A REST API for team / cross-machine / dashboard use cases is on the roadmap (Phase 3.1 — v0.4.1), but the local-first MCP server is the canonical interface and will stay so.
What “captured live” means in practice
Section titled “What “captured live” means in practice”The agent’s tool call looks like this:
{ "tool": "log_change", "arguments": { "entity_path": "users.tier_v2", "entity_type": "column", "change_type": "add", "diff": "+ tier_v2 TEXT NOT NULL DEFAULT 'free'", "reasoning": "Adding a grandfathering flag for legacy free-tier users during the pricing migration. Stores the original tier so we can backfill discounts without touching billing history.", "agent": "claude-code", "changeset_id": "add-stripe-billing" }}The reasoning field comes from the agent’s own context — the same conversation that
produced the column. No second LLM, no diff inference. When you read it back six months
later in selvedge blame, that’s what the agent was actually thinking, not a
reconstruction.
Reasoning quality
Section titled “Reasoning quality”log_change runs incoming reasoning through a quality validator. Empty, too-short
(under 20 characters), or generic-placeholder reasoning ("user request", "done",
"n/a", "see above", etc.) produces a warnings array in the response. The event is
still logged — warnings are advisory — but they surface in the default selvedge stats
output as a low-quality-reasoning count, so you can spot agents that are calling the tool
but not actually capturing intent.
The validator lives at selvedge.validation and the same patterns are used by the
selvedge log CLI command, so manually-logged events get the same warnings.
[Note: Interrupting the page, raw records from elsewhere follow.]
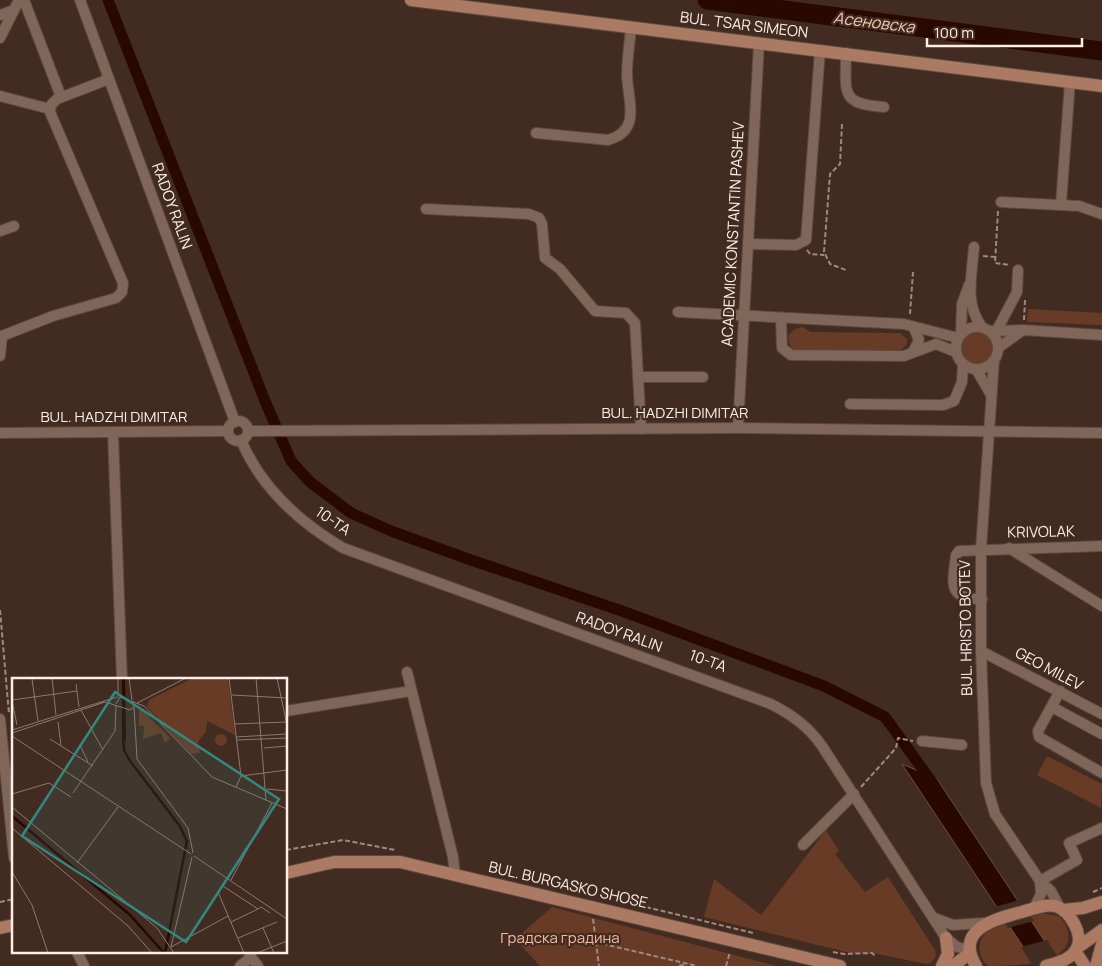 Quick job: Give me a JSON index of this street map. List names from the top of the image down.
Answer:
{
  "streets": {
    "main road": ["BUL. TSAR SIMEON", "BUL. BURGASKO SHOSE"],
    "street": [
      "RADOY RALIN",
      "ACADEMIC KONSTANTIN PASHEV",
      "BUL. HADZHI DIMITAR",
      "KRIVOLAK",
      "BUL. HRISTO BOTEV",
      "GEO MILEV"
    ]
  },
  "crossings": [
    ["BUL. TSAR SIMEON", "ACADEMIC KONSTANTIN PASHEV"],
    ["RADOY RALIN", "BUL. HADZHI DIMITAR"],
    ["ACADEMIC KONSTANTIN PASHEV", "BUL. HADZHI DIMITAR"],
    ["BUL. HADZHI DIMITAR", "BUL. HRISTO BOTEV"],
    ["KRIVOLAK", "BUL. HRISTO BOTEV"],
    ["BUL. HRISTO BOTEV", "GEO MILEV"]
  ],
  "water": ["Асеновска"],
  "parks": ["Градска градина"],
  "scale_bar": "100 m"
} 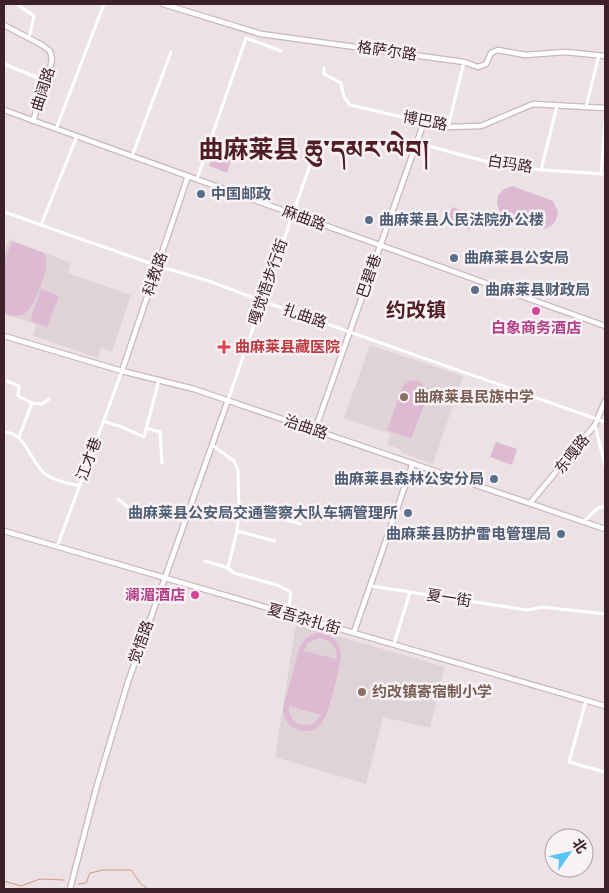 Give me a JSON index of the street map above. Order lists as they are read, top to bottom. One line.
{"streets":{"street":["格萨尔路","曲阔路","博巴路","白玛路","麻曲路","科教路","巴碧巷","嘎觉悟步行街","扎曲路","治曲路","东嘎路","江才巷","夏一街","夏吾杂扎街","觉悟路"]},"crossings":[["曲阔路","麻曲路"],["博巴路","巴碧巷"],["白玛路","巴碧巷"],["麻曲路","科教路"],["麻曲路","巴碧巷"],["麻曲路","嘎觉悟步行街"],["科教路","扎曲路"],["科教路","治曲路"],["科教路","江才巷"],["巴碧巷","扎曲路"],["巴碧巷","治曲路"],["嘎觉悟步行街","扎曲路"],["嘎觉悟步行街","治曲路"],["嘎觉悟步行街","觉悟路"],["扎曲路","东嘎路"],["治曲路","东嘎路"],["治曲路","江才巷"],["治曲路","觉悟路"],["江才巷","夏吾杂扎街"],["夏吾杂扎街","觉悟路"]],"districts":["曲麻莱县 ཆུ་དམར་ལེབ།","约改镇"],"places":{"other":["中国邮政","曲麻莱县人民法院办公楼","曲麻莱县公安局","曲麻莱县财政局","白象商务酒店","曲麻莱县民族中学","曲麻莱县森林公安分局","曲麻莱县公安局交通警察大队车辆管理所","曲麻莱县防护雷电管理局","澜湄酒店","约改镇寄宿制小学"],"health":["曲麻莱县藏医院"]},"north":"top right"}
Concurrency and durability
Section titled “Concurrency and durability”- WAL mode +
PRAGMA busy_timeout = 5000handles the common contention case at the C level. - Connection-with-retry on every storage write — exponential backoff, 5 attempts, capped at 1s sleeps — covers the cases that escape the C-level timeout.
tests/test_concurrency.pyspawns 8 threads writing 25 events each and asserts all 200 land. So the answer to “is it safe under a long-lived agent pool that’s hitting it from multiple sessions” is empirically yes.
What runs on what
Section titled “What runs on what”your AI tool │ │ stdio JSON-RPC ▼selvedge-server (subprocess) │ │ Python imports ▼selvedge.storage ──→ .selvedge/selvedge.db (SQLite, WAL)selvedge.cli ──→ same file (you, when you query)The selvedge CLI and the selvedge-server MCP both go through the same
selvedge.storage layer, so the read your agent does and the read you do see exactly
the same data with exactly the same semantics.